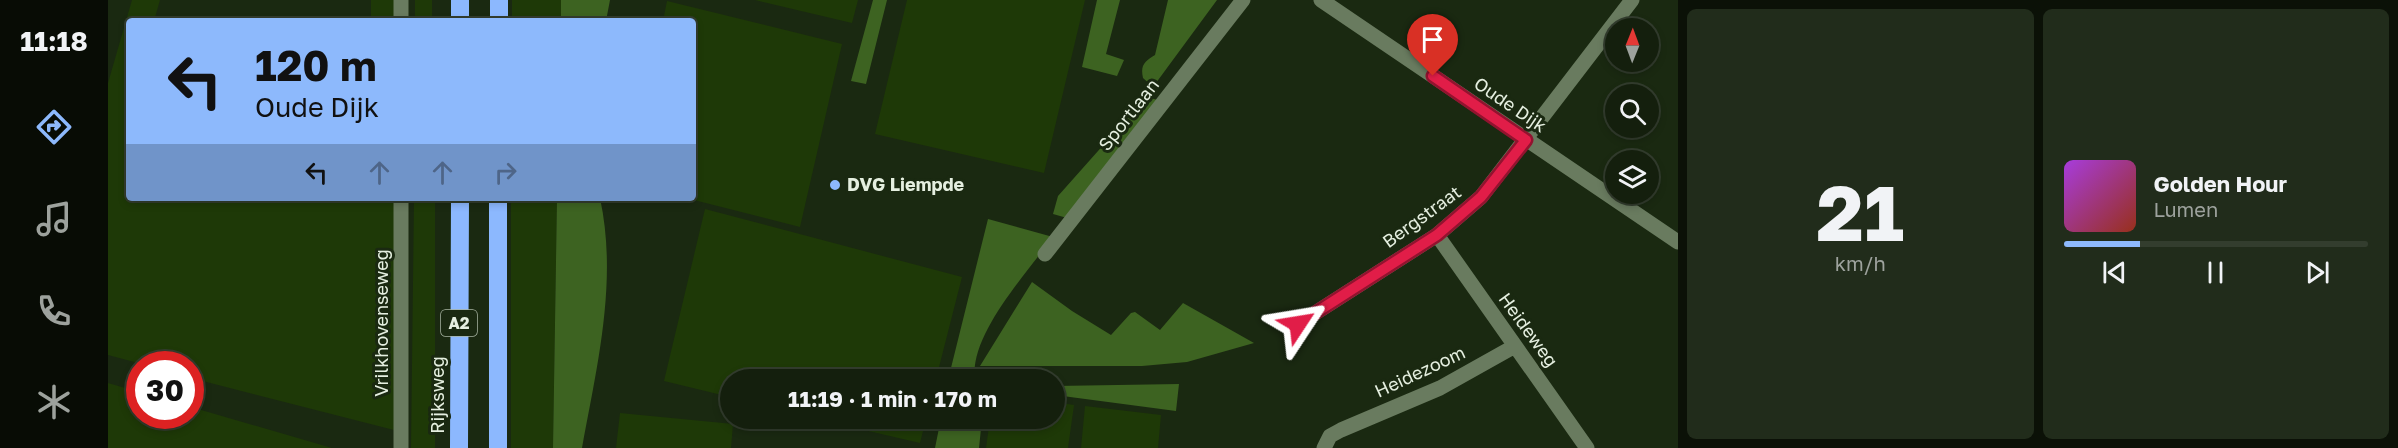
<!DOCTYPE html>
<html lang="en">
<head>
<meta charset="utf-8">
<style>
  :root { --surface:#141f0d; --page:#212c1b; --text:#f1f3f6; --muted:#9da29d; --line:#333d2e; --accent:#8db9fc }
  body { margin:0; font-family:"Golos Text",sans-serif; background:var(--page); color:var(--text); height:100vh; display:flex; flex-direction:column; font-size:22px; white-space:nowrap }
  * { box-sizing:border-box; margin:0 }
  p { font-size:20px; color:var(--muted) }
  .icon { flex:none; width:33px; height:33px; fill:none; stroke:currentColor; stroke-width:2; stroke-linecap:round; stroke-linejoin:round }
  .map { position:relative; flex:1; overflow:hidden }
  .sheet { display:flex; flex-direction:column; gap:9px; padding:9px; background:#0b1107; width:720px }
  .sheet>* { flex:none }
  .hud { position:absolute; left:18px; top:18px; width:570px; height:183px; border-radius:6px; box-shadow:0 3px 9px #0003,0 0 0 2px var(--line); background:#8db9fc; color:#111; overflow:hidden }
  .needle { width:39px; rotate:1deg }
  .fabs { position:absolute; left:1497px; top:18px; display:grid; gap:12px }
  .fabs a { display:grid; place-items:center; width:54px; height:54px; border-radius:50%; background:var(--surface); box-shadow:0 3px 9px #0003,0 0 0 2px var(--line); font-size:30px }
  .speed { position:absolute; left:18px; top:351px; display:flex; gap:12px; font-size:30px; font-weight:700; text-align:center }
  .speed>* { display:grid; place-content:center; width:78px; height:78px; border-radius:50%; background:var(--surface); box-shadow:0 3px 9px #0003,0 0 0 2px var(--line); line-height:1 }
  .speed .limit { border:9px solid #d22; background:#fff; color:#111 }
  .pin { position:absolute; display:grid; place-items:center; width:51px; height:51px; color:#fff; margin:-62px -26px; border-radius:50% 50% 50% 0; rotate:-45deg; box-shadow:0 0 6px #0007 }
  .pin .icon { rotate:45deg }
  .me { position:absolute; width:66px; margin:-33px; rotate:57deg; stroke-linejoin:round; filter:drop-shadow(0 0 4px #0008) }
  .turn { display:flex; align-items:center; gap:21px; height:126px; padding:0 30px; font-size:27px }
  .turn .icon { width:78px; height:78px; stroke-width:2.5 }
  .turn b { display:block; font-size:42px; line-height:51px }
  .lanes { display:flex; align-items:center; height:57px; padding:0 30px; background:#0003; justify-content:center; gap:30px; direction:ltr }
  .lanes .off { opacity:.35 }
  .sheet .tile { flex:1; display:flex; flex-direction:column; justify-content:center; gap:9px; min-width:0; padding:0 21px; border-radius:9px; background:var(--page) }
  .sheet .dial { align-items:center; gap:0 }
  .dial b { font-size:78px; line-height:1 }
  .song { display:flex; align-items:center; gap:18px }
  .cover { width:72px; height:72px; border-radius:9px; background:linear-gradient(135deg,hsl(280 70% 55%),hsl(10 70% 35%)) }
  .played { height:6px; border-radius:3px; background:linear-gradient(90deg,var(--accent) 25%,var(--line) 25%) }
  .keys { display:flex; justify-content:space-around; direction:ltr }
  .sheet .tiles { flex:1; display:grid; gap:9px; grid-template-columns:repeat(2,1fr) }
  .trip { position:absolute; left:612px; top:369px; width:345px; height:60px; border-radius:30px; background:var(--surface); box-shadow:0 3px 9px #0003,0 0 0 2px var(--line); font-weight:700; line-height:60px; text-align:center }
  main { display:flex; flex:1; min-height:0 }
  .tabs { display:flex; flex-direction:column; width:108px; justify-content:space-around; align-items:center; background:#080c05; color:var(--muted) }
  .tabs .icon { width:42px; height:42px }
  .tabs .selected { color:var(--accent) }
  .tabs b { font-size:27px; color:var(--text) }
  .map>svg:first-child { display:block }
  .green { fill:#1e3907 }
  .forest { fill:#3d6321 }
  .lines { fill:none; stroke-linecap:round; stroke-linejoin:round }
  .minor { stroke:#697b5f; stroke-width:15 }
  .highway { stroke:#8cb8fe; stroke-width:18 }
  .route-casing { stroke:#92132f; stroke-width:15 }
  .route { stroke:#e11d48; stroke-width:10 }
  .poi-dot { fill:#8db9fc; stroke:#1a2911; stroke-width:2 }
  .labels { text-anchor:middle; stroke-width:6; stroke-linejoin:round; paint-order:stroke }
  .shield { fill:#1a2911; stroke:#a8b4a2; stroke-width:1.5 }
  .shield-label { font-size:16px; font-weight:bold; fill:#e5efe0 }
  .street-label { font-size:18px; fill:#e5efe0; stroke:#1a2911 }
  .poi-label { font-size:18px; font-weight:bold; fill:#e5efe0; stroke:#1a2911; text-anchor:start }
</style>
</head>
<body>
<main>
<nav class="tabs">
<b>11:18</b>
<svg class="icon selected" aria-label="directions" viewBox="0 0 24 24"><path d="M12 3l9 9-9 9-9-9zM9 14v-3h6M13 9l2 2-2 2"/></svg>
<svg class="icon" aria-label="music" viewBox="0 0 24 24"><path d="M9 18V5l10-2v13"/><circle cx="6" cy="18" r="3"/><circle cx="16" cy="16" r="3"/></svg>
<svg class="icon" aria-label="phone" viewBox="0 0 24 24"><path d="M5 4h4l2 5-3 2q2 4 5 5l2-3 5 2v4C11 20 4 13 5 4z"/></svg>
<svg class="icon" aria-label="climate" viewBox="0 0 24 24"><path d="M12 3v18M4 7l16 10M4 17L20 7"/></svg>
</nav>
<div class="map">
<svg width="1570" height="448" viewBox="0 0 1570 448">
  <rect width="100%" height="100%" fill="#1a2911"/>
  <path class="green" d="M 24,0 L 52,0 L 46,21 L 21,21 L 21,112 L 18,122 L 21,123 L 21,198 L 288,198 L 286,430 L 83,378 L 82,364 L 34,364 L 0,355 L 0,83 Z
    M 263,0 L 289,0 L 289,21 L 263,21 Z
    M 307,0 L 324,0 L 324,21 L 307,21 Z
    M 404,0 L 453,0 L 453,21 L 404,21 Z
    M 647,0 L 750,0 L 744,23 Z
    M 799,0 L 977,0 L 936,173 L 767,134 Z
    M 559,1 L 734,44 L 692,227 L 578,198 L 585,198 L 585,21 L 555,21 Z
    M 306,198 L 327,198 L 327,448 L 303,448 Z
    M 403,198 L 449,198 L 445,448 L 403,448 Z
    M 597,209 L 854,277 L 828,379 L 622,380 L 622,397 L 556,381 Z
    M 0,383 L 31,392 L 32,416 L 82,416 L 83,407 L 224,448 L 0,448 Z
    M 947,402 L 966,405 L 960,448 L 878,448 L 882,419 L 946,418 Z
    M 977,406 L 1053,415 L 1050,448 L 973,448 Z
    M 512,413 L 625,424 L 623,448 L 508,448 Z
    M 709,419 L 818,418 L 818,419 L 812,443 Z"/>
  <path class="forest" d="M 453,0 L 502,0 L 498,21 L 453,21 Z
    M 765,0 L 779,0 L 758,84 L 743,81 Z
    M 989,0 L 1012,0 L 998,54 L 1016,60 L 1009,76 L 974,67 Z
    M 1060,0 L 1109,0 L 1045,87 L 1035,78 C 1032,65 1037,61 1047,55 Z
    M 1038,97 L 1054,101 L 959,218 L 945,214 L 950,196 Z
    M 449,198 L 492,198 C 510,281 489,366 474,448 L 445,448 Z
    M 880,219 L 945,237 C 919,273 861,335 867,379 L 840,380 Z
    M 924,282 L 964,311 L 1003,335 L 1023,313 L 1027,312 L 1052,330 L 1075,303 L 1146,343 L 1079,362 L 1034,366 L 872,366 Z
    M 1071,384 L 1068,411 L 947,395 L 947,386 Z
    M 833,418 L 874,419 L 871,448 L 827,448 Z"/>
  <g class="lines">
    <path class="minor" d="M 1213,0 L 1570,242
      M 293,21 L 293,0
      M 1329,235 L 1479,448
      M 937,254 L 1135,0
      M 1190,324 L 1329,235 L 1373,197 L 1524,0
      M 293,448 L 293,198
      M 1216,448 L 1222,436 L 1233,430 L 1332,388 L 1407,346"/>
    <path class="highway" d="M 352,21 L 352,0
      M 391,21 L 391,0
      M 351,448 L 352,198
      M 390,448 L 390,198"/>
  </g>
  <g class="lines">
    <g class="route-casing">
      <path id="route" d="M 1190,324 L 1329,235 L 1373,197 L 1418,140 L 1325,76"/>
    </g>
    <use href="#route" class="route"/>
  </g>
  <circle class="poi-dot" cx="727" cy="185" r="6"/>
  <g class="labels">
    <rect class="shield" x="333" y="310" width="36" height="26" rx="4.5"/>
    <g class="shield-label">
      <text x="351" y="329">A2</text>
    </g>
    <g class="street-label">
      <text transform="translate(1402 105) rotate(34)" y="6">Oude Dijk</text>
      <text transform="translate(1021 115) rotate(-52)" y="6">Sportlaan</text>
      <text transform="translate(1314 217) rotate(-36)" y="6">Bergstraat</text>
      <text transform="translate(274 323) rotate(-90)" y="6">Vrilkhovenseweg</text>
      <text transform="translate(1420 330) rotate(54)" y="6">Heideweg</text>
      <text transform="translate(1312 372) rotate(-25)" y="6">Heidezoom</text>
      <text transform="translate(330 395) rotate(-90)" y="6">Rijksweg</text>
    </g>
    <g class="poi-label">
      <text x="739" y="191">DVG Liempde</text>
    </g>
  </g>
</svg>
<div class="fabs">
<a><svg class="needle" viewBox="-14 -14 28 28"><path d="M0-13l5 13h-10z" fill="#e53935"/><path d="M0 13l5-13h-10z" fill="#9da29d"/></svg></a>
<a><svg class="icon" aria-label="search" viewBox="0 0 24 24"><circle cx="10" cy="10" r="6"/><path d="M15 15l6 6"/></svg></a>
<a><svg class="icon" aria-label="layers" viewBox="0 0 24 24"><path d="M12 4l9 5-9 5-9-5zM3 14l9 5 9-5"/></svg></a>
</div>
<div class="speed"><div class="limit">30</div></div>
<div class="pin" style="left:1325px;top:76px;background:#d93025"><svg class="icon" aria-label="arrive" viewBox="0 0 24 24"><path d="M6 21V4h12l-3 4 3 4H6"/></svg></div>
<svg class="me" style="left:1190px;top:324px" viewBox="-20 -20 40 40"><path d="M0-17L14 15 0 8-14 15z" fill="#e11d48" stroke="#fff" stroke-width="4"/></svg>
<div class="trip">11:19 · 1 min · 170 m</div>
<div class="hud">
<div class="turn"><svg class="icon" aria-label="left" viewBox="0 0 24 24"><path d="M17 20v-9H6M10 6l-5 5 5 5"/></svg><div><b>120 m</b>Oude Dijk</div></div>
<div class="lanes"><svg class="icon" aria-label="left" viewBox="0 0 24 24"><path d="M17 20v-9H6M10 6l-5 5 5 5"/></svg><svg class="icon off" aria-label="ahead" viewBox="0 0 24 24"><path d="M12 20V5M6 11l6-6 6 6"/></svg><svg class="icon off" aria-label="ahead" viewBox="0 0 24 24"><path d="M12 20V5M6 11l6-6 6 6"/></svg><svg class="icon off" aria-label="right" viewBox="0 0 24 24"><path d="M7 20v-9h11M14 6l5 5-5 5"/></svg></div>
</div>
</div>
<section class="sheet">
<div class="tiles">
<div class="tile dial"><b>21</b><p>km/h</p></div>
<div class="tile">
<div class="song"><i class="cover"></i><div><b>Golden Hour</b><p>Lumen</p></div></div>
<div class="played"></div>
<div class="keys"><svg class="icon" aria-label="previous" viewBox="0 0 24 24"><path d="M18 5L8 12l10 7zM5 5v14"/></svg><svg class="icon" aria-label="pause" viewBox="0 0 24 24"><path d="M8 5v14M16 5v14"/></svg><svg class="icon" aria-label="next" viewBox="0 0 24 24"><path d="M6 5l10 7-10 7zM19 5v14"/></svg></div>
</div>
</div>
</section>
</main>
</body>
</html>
--------------------------------
Assignment.
Would you please reproduce verbatim the run of lines that opens the listing and ends with the line holding "position:relative; flex:1; overflow:hidden", and only that run, leaving every picture out?

Task answer.
<!DOCTYPE html>
<html lang="en">
<head>
<meta charset="utf-8">
<style>
  :root { --surface:#141f0d; --page:#212c1b; --text:#f1f3f6; --muted:#9da29d; --line:#333d2e; --accent:#8db9fc }
  body { margin:0; font-family:"Golos Text",sans-serif; background:var(--page); color:var(--text); height:100vh; display:flex; flex-direction:column; font-size:22px; white-space:nowrap }
  * { box-sizing:border-box; margin:0 }
  p { font-size:20px; color:var(--muted) }
  .icon { flex:none; width:33px; height:33px; fill:none; stroke:currentColor; stroke-width:2; stroke-linecap:round; stroke-linejoin:round }
  .map { position:relative; flex:1; overflow:hidden }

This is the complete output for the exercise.